[Task prompt] From the records below, find each line with the string "querySelector" and copy it.

[Available records]
───
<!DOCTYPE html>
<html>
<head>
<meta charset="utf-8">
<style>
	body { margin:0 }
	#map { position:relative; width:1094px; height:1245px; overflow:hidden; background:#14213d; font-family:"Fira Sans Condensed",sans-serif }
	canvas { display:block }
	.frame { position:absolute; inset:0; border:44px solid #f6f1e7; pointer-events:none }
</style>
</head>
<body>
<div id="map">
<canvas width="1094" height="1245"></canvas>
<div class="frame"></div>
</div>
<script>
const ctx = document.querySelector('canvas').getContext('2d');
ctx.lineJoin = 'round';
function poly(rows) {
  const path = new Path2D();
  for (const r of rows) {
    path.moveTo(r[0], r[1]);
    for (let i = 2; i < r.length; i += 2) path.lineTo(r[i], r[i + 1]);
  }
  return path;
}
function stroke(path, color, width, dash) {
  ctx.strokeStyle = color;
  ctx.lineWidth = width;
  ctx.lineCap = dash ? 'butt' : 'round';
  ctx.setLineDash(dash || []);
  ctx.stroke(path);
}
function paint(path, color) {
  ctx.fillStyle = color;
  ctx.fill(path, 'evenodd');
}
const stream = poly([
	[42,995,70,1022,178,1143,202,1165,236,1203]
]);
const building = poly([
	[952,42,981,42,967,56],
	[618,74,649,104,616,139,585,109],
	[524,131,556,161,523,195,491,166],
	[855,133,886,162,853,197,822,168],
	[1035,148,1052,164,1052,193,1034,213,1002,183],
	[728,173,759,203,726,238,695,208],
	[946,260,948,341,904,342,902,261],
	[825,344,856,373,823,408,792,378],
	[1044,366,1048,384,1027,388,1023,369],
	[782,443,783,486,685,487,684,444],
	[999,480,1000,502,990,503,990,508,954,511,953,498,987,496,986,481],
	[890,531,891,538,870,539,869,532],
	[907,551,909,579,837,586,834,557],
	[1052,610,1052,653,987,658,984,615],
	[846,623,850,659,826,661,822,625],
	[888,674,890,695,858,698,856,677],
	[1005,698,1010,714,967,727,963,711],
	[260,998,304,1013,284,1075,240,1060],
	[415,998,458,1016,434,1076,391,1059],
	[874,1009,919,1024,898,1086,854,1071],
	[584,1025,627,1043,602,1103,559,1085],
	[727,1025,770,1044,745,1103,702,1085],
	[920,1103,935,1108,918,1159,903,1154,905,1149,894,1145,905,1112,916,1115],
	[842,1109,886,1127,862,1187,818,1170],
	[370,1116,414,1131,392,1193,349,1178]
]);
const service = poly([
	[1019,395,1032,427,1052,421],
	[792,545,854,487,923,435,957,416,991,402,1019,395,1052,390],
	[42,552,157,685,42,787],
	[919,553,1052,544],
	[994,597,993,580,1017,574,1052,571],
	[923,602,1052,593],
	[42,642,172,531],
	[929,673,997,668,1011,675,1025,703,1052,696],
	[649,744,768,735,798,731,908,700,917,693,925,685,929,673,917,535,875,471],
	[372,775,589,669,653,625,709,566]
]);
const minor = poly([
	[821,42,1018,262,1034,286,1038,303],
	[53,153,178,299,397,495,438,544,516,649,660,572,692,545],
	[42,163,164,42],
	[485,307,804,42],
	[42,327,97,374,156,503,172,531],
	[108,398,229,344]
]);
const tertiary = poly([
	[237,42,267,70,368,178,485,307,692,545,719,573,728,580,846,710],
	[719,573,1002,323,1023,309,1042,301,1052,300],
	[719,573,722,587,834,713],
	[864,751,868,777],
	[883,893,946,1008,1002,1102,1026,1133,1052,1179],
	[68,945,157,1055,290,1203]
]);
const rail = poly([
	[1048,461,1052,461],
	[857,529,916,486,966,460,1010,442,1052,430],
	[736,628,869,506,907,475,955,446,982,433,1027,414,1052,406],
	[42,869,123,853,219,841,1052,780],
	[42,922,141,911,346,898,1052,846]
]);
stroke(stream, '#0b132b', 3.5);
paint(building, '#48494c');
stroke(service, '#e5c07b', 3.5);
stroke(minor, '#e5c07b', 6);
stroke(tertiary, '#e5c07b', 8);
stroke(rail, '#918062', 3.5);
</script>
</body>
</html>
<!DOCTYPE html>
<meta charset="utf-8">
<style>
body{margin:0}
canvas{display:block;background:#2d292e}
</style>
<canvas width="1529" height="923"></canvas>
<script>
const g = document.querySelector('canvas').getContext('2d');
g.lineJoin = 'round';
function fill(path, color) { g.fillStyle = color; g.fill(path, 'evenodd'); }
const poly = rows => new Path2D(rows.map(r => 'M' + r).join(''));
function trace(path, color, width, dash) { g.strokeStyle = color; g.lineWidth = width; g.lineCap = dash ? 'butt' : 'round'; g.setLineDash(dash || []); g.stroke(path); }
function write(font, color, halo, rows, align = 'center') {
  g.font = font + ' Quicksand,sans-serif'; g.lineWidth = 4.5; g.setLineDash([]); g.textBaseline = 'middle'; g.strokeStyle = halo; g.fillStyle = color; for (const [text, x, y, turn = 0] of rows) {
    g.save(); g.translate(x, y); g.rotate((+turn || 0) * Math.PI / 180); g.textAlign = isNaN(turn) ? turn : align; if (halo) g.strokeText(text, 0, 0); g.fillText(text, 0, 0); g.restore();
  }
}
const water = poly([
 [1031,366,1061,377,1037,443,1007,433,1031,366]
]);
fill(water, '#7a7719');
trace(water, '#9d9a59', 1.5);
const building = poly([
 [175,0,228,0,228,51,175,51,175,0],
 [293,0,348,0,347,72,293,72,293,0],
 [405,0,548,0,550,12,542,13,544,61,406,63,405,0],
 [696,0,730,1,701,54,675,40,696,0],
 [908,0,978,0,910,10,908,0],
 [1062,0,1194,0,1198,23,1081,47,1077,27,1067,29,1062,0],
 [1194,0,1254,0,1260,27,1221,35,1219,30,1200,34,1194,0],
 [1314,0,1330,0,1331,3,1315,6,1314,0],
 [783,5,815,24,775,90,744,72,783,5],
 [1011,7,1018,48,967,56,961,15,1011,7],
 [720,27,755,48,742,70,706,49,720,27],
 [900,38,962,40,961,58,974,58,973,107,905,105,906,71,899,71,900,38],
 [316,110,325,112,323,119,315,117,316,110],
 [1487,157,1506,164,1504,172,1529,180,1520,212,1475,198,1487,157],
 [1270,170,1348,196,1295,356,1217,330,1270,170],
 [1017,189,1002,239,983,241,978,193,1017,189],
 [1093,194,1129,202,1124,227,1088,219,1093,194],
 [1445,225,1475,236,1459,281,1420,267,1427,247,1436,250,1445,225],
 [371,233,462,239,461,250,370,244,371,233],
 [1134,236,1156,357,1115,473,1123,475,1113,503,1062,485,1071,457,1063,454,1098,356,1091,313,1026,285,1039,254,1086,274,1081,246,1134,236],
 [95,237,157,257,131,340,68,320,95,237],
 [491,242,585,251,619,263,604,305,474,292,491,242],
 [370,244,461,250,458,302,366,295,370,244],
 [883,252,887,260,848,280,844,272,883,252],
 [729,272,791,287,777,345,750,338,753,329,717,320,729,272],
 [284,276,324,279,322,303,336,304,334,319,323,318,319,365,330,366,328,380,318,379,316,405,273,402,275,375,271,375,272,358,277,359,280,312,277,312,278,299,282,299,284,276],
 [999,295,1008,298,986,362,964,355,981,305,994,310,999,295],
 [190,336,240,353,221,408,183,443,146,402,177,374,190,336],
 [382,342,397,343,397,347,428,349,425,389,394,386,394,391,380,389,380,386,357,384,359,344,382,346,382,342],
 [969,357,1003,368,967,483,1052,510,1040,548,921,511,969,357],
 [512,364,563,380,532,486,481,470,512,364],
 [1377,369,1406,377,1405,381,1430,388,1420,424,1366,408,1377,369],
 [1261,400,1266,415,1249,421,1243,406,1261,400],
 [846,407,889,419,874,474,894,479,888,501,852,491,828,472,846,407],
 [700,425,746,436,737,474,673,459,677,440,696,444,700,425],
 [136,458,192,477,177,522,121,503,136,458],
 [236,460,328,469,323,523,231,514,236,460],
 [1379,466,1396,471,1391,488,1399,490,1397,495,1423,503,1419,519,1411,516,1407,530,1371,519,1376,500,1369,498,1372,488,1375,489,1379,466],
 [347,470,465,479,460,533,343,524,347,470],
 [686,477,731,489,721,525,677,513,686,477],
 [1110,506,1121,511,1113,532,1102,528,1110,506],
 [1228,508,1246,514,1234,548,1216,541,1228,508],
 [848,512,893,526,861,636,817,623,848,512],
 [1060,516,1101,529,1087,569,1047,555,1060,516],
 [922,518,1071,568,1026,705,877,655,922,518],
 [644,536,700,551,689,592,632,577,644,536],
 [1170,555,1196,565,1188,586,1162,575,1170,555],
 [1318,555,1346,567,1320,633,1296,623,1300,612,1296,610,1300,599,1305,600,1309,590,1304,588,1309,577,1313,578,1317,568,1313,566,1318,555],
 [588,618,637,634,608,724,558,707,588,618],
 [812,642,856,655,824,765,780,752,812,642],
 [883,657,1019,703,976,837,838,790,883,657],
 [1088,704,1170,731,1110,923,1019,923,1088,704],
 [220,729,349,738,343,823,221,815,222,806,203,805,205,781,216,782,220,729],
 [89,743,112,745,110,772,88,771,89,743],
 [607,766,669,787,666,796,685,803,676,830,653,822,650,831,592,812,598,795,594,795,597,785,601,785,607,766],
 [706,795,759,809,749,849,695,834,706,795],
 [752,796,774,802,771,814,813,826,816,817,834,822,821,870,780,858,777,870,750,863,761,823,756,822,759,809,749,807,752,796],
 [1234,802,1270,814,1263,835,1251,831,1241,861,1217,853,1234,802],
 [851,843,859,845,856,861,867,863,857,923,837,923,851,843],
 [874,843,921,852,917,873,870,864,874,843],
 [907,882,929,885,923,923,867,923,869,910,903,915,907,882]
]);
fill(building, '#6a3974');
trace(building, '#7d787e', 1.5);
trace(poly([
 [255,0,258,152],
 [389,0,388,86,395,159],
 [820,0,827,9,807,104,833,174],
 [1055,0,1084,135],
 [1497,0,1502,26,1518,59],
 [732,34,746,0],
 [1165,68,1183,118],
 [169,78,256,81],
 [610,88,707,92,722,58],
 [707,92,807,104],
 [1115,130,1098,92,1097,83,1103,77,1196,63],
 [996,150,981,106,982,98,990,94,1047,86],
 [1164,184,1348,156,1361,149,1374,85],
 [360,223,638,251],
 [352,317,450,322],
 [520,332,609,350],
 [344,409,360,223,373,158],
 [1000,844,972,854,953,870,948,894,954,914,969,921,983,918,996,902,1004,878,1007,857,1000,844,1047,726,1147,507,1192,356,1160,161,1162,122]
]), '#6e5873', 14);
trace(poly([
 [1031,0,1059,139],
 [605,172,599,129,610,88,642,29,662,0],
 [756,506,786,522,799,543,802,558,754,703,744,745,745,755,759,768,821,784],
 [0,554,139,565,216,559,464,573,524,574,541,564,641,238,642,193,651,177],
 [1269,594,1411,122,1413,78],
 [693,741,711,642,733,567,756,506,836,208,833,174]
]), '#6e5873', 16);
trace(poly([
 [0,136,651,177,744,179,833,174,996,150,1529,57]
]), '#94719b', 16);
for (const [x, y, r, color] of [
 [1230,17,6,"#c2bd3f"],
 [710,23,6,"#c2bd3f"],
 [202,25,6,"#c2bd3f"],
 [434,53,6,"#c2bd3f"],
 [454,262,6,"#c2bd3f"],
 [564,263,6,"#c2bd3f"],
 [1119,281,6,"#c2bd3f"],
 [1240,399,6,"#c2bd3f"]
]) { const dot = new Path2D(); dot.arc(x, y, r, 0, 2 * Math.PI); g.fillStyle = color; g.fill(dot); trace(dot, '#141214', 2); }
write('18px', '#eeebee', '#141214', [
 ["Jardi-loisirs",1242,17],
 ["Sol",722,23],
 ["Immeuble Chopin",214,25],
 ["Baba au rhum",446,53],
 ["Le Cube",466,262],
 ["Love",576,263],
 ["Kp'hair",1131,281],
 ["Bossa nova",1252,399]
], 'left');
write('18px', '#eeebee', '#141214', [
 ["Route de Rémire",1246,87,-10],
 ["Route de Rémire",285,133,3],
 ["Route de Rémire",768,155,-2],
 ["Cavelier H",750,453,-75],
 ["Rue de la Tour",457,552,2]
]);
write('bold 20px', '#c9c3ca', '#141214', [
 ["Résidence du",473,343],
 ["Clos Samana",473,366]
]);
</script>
───
[Result]
const ctx = document.querySelector('canvas').getContext('2d');
const g = document.querySelector('canvas').getContext('2d');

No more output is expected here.